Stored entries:
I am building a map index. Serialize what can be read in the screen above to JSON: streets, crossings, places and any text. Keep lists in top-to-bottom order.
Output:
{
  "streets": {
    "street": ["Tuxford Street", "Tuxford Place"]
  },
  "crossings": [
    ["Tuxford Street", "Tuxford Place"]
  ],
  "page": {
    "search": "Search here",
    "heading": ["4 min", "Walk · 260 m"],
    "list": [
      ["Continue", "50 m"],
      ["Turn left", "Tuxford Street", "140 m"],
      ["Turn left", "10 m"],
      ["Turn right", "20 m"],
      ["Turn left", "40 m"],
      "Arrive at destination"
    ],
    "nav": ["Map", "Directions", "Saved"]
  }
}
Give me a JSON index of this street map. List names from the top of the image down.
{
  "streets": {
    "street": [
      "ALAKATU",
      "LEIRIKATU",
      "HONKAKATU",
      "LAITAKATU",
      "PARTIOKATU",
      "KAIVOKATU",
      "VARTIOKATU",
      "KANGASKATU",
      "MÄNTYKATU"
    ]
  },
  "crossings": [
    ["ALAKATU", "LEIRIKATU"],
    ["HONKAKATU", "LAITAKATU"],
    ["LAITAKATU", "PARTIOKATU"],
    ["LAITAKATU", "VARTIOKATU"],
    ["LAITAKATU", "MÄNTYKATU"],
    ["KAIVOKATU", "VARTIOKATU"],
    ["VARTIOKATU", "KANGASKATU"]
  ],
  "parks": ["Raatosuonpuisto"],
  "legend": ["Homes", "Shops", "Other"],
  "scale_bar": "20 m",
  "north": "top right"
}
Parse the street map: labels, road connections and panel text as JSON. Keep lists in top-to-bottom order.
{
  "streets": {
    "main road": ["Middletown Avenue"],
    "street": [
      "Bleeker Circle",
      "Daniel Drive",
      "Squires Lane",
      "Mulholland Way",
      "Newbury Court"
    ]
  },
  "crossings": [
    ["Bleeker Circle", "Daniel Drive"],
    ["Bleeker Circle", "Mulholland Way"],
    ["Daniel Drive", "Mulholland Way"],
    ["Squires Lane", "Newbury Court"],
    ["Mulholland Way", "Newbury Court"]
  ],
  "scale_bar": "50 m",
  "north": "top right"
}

● How to complete this task
Once you have read the records above, write them all out exactly.

● Expected output
I am building a map index. Serialize what can be read in the screen above to JSON: streets, crossings, places and any text. Keep lists in top-to-bottom order.
Output:
{
  "streets": {
    "street": ["Tuxford Street", "Tuxford Place"]
  },
  "crossings": [
    ["Tuxford Street", "Tuxford Place"]
  ],
  "page": {
    "search": "Search here",
    "heading": ["4 min", "Walk · 260 m"],
    "list": [
      ["Continue", "50 m"],
      ["Turn left", "Tuxford Street", "140 m"],
      ["Turn left", "10 m"],
      ["Turn right", "20 m"],
      ["Turn left", "40 m"],
      "Arrive at destination"
    ],
    "nav": ["Map", "Directions", "Saved"]
  }
}
Give me a JSON index of this street map. List names from the top of the image down.
{
  "streets": {
    "street": [
      "ALAKATU",
      "LEIRIKATU",
      "HONKAKATU",
      "LAITAKATU",
      "PARTIOKATU",
      "KAIVOKATU",
      "VARTIOKATU",
      "KANGASKATU",
      "MÄNTYKATU"
    ]
  },
  "crossings": [
    ["ALAKATU", "LEIRIKATU"],
    ["HONKAKATU", "LAITAKATU"],
    ["LAITAKATU", "PARTIOKATU"],
    ["LAITAKATU", "VARTIOKATU"],
    ["LAITAKATU", "MÄNTYKATU"],
    ["KAIVOKATU", "VARTIOKATU"],
    ["VARTIOKATU", "KANGASKATU"]
  ],
  "parks": ["Raatosuonpuisto"],
  "legend": ["Homes", "Shops", "Other"],
  "scale_bar": "20 m",
  "north": "top right"
}
Parse the street map: labels, road connections and panel text as JSON. Keep lists in top-to-bottom order.
{
  "streets": {
    "main road": ["Middletown Avenue"],
    "street": [
      "Bleeker Circle",
      "Daniel Drive",
      "Squires Lane",
      "Mulholland Way",
      "Newbury Court"
    ]
  },
  "crossings": [
    ["Bleeker Circle", "Daniel Drive"],
    ["Bleeker Circle", "Mulholland Way"],
    ["Daniel Drive", "Mulholland Way"],
    ["Squires Lane", "Newbury Court"],
    ["Mulholland Way", "Newbury Court"]
  ],
  "scale_bar": "50 m",
  "north": "top right"
}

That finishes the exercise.